A day ahead of Oculus Connect 4, Oculus has released documents for its second generation development kit, which originally released in mid-2014. DK2 improved upon its predecessor with a 1080p OLED display and positional tracking via an external camera. It in turn was succeeded by the Crescent Bay prototype which laid the foundation for the first consumer version of the Rift, which has been available since March 2016.
The documents include schematics, board layout, mechanical CAD, artwork, and specifications under a Creative Commons Attribution 4.0 license, and firmware under BSD+PATENT licences. That should be all you need to make your very own DK2, outside of a 3D printer and the various components you’ll need to actually build the thing.

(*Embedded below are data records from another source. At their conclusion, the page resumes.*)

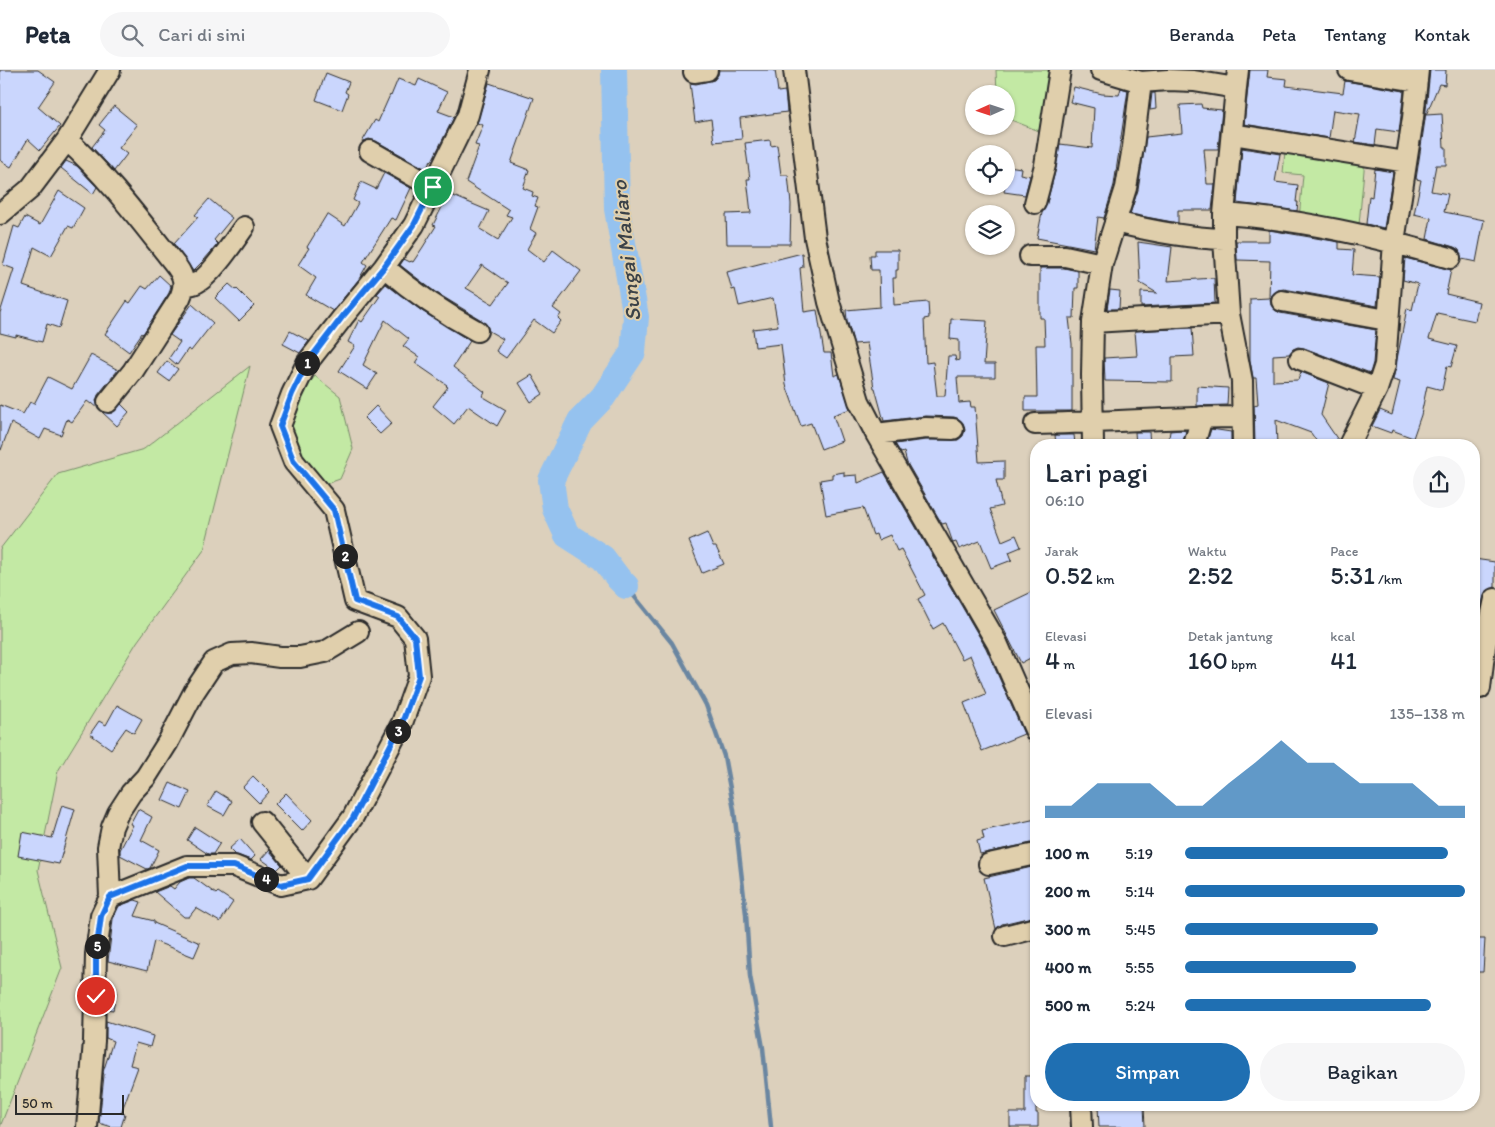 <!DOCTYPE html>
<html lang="id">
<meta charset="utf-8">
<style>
:root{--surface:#fff;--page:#f6f6f7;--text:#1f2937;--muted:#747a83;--line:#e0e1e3;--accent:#1f6fb2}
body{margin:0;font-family:Itim,sans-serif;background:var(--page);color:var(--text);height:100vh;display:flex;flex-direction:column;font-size:19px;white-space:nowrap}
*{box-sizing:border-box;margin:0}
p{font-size:16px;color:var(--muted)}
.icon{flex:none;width:28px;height:28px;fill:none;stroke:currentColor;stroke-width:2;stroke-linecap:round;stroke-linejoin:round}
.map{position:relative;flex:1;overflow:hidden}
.side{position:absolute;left:1030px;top:369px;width:450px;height:672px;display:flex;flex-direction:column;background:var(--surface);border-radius:20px;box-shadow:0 1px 4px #0004}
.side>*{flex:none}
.needle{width:32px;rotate:267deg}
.fabs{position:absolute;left:965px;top:15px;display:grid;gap:10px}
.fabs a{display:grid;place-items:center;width:50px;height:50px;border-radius:50%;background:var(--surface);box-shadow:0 1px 4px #0004;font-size:25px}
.scale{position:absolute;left:15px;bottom:12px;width:109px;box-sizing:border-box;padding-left:5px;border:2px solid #2b2b2b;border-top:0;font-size:14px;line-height:18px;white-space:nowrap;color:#2b2b2b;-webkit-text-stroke:4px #e0cfac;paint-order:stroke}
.pin{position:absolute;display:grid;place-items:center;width:42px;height:42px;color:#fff;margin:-21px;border:2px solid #fff;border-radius:50%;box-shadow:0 1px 5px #0007}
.km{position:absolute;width:25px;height:25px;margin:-12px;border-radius:50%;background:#222;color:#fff;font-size:14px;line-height:25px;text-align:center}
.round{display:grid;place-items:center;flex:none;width:52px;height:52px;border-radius:26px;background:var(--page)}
.summary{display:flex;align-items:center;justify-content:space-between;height:85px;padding:0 15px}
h1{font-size:28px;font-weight:600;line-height:38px}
.metrics{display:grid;grid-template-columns:repeat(3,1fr);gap:8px;height:85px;padding:5px 15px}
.metrics div{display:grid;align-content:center}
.metrics b{font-size:25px;font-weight:600}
.metrics small{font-size:14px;font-weight:400}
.metrics p{font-size:14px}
.chart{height:140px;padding:10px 15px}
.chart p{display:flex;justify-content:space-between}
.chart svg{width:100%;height:90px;margin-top:5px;fill:var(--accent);opacity:.7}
.cta{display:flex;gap:10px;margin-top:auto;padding:10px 15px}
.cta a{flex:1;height:58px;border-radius:30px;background:var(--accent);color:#fff;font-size:20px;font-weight:600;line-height:58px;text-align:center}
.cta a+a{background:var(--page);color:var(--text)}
ul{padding:0 15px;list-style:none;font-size:16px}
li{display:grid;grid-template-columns:80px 60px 1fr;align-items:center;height:38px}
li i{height:12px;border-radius:6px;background:var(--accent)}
header{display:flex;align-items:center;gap:30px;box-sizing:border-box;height:70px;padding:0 25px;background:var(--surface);border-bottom:1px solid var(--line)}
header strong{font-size:24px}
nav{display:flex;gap:28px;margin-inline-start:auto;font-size:18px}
.search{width:350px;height:45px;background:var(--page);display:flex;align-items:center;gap:12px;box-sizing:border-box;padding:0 18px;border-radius:28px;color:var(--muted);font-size:19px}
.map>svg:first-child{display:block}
.green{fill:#c3e9a4;stroke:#778a68}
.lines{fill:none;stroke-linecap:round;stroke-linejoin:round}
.stream{stroke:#6b86a1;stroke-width:4.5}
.river{stroke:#95c2ef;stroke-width:26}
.building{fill:#cad6fd;stroke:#2b2b2b;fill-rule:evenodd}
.minor-casing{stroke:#2b2b2b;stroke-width:24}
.minor{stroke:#e0cfac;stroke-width:20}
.route-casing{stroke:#fff;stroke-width:10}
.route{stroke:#1a73e8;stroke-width:6}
.labels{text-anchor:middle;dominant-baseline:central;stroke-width:4;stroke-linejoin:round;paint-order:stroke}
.water-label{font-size:22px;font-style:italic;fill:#3b4248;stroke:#e0cfac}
</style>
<header>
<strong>Peta</strong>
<div class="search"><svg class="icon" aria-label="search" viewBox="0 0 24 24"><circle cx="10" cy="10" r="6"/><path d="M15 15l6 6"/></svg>Cari di sini</div>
<nav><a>Beranda</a><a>Peta</a><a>Tentang</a><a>Kontak</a></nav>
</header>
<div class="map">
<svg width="1495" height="1057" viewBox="0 0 1495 1057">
<rect width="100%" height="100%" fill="#dcd0bc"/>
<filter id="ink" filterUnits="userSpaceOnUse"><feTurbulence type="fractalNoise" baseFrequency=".02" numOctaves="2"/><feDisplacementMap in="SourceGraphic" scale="10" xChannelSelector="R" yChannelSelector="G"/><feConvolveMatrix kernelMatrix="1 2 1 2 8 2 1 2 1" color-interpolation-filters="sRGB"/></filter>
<g filter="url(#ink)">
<path class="green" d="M996 0H1051L1039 61 1006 48V24H997Z
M1285 81 1365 89 1359 155 1299 149 1303 105 1283 103Z
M250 296 204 480 137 572 58 701 38 800 62 898 0 1057V479L58 404 144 379Z
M315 306 340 326 353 379 340 409 323 415 296 388 286 364 295 332Z"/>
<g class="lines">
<path class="stream" d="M626 516 672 573 706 635 724 686 734 740 746 844 750 906 763 978 771 1057"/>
<path class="river" d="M614 0 617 139 636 247 633 282 603 327 580 351 551 410 555 439 567 465 603 488 618 508 626 516"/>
</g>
<path class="building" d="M0 0H38L55 12 38 37 60 56 40 80 28 69 11 97 0 90Z
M719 0H775L778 22 785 21 787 42 740 48 742 69 714 72 711 49 695 52 690 13 696 14 714 10 718 5Z
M1250 0H1268L1267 7 1287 9 1286 16 1343 23 1345 11 1404 21 1399 62 1377 59 1375 75 1355 72 1360 44 1333 40 1329 68 1244 54Z
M1430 0H1446L1445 15 1439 14 1426 45 1442 44 1444 77H1446V95H1436L1431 121 1448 124 1444 142 1484 150 1476 192 1462 189 1459 180 1454 177 1427 169 1431 148 1414 144 1421 110 1416 109 1425 50Z
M326 3 349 12 345 22 348 24 342 40 316 30Z
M398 9 416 16 419 9 447 22 438 41 454 47 432 91 431 90 426 99 376 71 369 69 362 72 375 50 378 52 390 25 391 26Z
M489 13 534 28 511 93 529 100 523 118 533 122 532 126 538 128 535 136 538 137 530 159 536 163 527 179 544 192 553 180 581 201 553 238 561 244 558 248 561 251 552 263 534 250 506 288 496 281 503 269 489 261 487 255 483 251 435 222 400 195 404 189 410 192 411 191 413 192 423 177 436 156 433 155 443 135 438 133 444 122 489 141 480 159 498 170 512 147 506 145 509 140 466 112 479 76 475 75 483 55 477 53ZM482 195 508 213 493 234 466 218Z
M1074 17 1102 24 1119 25 1121 18 1128 20 1114 115 1104 148 1098 147 1094 179 1037 168 1042 143 1046 136 1056 98 1060 74 1092 78 1094 38 1070 32Z
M1152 23H1155L1156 39 1150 40Z
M1201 34 1202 38 1222 40 1218 79H1204L1207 114H1215L1212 140H1178V153L1130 144 1138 120 1146 67 1182 63 1180 35Z
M114 36 137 55 119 78 127 84 114 101 92 77 105 60 99 55Z
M770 70 771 76 777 75 781 105H788L791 134 790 174H727L726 144 751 143 747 109H750L745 73Z
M1242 78 1280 84 1275 112 1298 115 1296 132H1298L1297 141 1237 133Z
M66 91 77 96 97 117 93 124 61 98Z
M1008 96 1021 98 1020 104 1030 106 1025 125 1004 122Z
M1375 99 1393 102 1384 158 1366 154 1369 126 1372 127Z
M384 103 411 118 396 150 391 148 363 192 367 195 359 209 333 241 306 225 316 208 298 195 309 178 307 177 327 144 345 156 358 133 353 130 361 112 376 119Z
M59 121 84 138 73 158 68 156 51 186 34 177 23 216 67 231 59 258 47 254 42 272 16 265V267L0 263V243L14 199 3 195 14 156 19 158 25 147 40 155Z
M209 129 232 148 214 170 218 174 204 190 193 201 174 174 198 147 195 145Z
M1269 160 1339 172V179L1354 180 1352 205 1380 207 1377 236 1284 219 1278 220 1273 224 1270 228 1271 235 1275 240 1280 243 1376 260 1373 293 1370 303 1304 278 1298 277 1293 279 1289 284 1273 285V311L1298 310 1301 302 1329 313 1321 345 1338 370 1337 375H1319L1311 363 1276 350 1277 375H1255L1254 335 1258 334 1256 308H1253L1250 290V229L1269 228 1270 191 1237 190 1236 171H1269Z
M1138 172 1172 177 1168 211 1214 208 1215 233 1141 237V222L1157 223 1140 213Z
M875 180H898V200H896V208H893L894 235 928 232 929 248 924 249 926 293 933 292 937 326H945L948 286H955L956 291 959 290V270L950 269 951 249 987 251 984 294H995V307H957L959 333 970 332 971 337H975L979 392 1004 391V410H996L1002 436 990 439 1002 471 1016 465 1021 477 1009 482 1012 490 991 498 980 471 959 479 956 472 953 473 946 453 942 454 907 393 904 382 901 383 895 374 926 370H958L963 366 965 360 963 353 959 349 954 347 926 346 884 351 875 318H874L867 273 854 274 847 250 846 240 880 237 879 200H871L870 185H875Z
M802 183 803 197 800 198 804 242 817 240 824 283H831L834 306 839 304 850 339 833 345 842 371 821 379 811 353 801 356 786 315 781 274 755 277 753 259 778 256 773 228 739 236 735 219 732 220 727 202Z
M1405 188 1451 200 1446 224 1479 232 1475 251 1437 243 1429 269 1457 276 1451 297 1447 296 1442 320 1427 316 1421 345 1413 368 1392 360 1391 363 1372 356 1380 340 1392 345 1400 312 1393 310 1407 238 1412 240 1418 214 1403 210Z
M1040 198H1064L1078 201V218H1075L1074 248H1069L1072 274V341H1025V327H1037L1036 275H1045L1044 248H1040Z
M159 205 171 216 169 223 143 264 142 263 129 282 105 264 127 231 130 233 142 216 147 219Z
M229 214 236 220 237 219 254 236 239 251 215 228Z
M386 214 422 241 470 271 453 297 485 322 482 326 506 340 497 356 468 336 454 354 433 336 448 317 446 316 447 315 415 293 419 287 403 276 409 269 385 250 363 295 377 304 367 319 339 301 355 276 348 272 359 250 362 252 380 226 377 224Z
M1110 220 1120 221 1119 239H1107Z
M192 234 213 253 191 281 188 279 177 295 169 288 180 272 170 265Z
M1192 258 1194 286 1172 287V312L1105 311 1104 288 1137 286 1135 261Z
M290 261 309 271 300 283 283 274Z
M91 285 118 300 98 325 96 331 99 339 92 333 91 334 87 331 72 352 67 349 61 365 45 359 40 369 11 353 1 380H0V335L23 344 30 332 34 334 48 307 72 319Z
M167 291 178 299 169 311 158 303Z
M532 305 543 324 531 332 519 313Z
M1197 316 1228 318 1227 335 1197 336Z
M121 334 129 342 117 356 102 342 112 343Z
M376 336 392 353 380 364 364 348Z
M1211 359 1231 362V375H1206Z
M1181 360 1186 361 1182 375H1168L1170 361Z
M1135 362H1149L1150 375H1136Z
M1055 365H1074L1075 374 1056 375Z
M844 402V406L857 405 858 413 884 402 986 578 1024 664 982 681 964 633 986 624 970 585 962 589 943 553 933 559 918 529 925 525 901 479 897 481 890 465 878 470 876 464 873 465 863 438 826 445 820 410 832 408V404Z
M707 463 713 477H716L724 494 702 503 689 471Z
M1474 489 1495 492V517L1487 521 1484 526 1475 566H1474Z
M1036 520V585L1021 593 994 540Z
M117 635 142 649 134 663 126 658 111 679 90 664 99 651 106 655Z
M253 706 269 722 259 733 243 717Z
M170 713 190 722 182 739 162 730Z
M216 721 232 731 224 745 207 736Z
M286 723 312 750 302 761 275 734Z
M62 735 75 739 59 794 18 786 22 762 52 768Z
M138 739 152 747 141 770 159 780 150 798 147 799 120 785V780L133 755 130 754Z
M1036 749V772L980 784 977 771 984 769 982 761Z
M195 757 220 773 213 784H208L187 770Z
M240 769 255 786 251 790 234 784 229 779Z
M269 780 282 795 277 800 261 789Z
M1036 796V846L1002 854 996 859 984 808Z
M189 808H194L216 824 218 822 233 832 220 852 196 838 189 847H184L155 822 170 816 174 819 180 812Z
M135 830 141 832 135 846 154 851V853L200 873 194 887 154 871 147 901 108 891 113 849 119 836Z
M1474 869H1485L1483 902H1474Z
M107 919 117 920 113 940 107 939Z
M106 951 153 966 150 977 136 973 130 995 138 997 121 1043 125 1044 121 1057H112L99 1053 104 1005 103 1002 113 971 106 968Z
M1025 1006H1036V1043H1038V1057H1010V1043H1025Z
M1098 1035H1144L1145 1057H1099Z"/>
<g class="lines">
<defs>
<path id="minor" d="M794 0 815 168 829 232 859 331 876 364 997 573 1036 662
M1101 0 1141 12 1168 10 1194 11 1236 18 1238 0
M1349 0 1417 11
M694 2 707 0
M1236 18 1224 144V169L1229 244 1242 311 1243 375
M1232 64 1406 92
M67 70C109 108 142 153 177 197 185 208 185 216 180 228L133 301 108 332
M370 81 433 117
M1035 133 1045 95 1060 0
M0 144 30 119 67 70 110 0
M1224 144C1301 149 1376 167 1450 188
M1115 152C1151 161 1186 168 1224 169
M1030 186H1065L1102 194
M384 197C413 222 443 243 477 261
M184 214C187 214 190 215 193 214 207 212 235 170 244 157
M1282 231 1387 250
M1093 252 1229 244
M1300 289 1377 319
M1035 354C1104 353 1173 347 1242 347
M876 364 926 358 953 359
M1093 375 1092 305 1093 252 1102 194 1126 118 1133 77 1141 12
M1194 375 1202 347
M1349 375 1377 319 1385 295 1394 172 1413 48 1418 0
M1480 618 1485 576 1495 529
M262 752 308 809
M989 794 1036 784
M110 827 187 796H234L281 815 308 809 353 747 402 653 419 606 415 568 398 547 355 531 334 440 294 392 280 356 292 324 307 293 343 247 384 197 414 155 468 45 480 0
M1005 866 1036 858
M1081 1035 1082 1057
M87 1057 94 971 96 884 101 846 110 827 108 777 112 757 118 743 131 723 146 707 168 672 194 622 214 592 232 584 251 583 280 587H300L325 582 358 562"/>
</defs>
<use href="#minor" class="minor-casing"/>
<use href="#minor" class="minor"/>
</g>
</g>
<g class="lines" filter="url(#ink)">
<defs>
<path id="route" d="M96 926V884L101 846 110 827 187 796H234L281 815 308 809 353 748 402 653 419 606 415 568 398 547 355 531 334 440 294 392 280 356 292 324 307 293 343 246 384 197 414 155 433 117"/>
</defs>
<use href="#route" class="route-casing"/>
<use href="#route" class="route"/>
</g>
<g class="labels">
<g class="water-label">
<text transform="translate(626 181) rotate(-96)">Sungai Maliaro</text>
</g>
</g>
</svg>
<div class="fabs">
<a><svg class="needle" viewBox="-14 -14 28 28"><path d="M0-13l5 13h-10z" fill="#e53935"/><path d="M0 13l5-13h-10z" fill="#747a83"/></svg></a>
<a><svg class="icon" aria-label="locate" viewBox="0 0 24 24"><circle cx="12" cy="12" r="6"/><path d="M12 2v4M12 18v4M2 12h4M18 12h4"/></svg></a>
<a><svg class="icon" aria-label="layers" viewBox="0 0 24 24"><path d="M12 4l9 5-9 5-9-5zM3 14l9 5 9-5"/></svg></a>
</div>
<div class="scale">50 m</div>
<div class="pin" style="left:433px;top:117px;background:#1e9e55"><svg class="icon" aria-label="arrive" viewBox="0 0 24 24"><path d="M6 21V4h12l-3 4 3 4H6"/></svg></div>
<div class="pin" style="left:96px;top:926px;background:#d93025"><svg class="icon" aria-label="check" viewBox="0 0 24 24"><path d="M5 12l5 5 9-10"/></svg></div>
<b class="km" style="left:307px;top:293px">1</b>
<b class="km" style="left:345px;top:486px">2</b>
<b class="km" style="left:398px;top:661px">3</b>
<b class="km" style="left:266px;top:809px">4</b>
<b class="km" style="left:97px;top:876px">5</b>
<section class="side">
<div class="summary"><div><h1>Lari pagi</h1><p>06:10</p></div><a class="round"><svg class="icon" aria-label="share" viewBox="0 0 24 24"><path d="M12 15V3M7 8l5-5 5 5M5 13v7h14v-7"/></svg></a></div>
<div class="metrics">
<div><p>Jarak</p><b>0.52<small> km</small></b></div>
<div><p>Waktu</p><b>2:52</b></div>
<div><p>Pace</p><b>5:31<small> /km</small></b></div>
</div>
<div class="metrics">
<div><p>Elevasi</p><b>4<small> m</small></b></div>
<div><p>Detak jantung</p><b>160<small> bpm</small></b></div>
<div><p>kcal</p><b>41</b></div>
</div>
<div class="chart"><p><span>Elevasi</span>135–138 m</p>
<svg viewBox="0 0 160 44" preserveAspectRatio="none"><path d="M0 44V38L10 38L20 27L30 27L40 27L50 38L60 38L70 27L80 17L90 6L100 17L110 17L120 27L130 27L140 27L150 38L160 38V44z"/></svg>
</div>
<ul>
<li><b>100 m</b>5:19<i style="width:94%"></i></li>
<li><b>200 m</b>5:14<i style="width:100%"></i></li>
<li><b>300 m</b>5:45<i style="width:69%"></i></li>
<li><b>400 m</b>5:55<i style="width:61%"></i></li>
<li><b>500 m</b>5:24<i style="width:88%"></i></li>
</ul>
<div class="cta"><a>Simpan</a><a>Bagikan</a></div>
</section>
</div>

In fact, Oculus notes that it might not even be possible to buy some of these components anymore, stating: “We wanted to caveat that some of the components of DK2 are challenging or impossible to source today, so it may not be possible for an individual to build a full headset from the provided files. We hope that parts of this release are useful though as learnings if nothing else!”
We’ll just spend the $499 on the current Rift, thanks.
Oculus has a detailed guide about the headset which we won’t talk about too much because, well, DK2 is kinda dated by now. The current Rift again improved upon DK2 with a higher resolution display, better tracking and of course the Oculus Touch controllers that now come bundled with the headset. Imagine where we’ll be by the time the company makes that open source.
That’s one announcement out of the way before tomorrow’s big keynote. What else does Oculus have up its sleeve?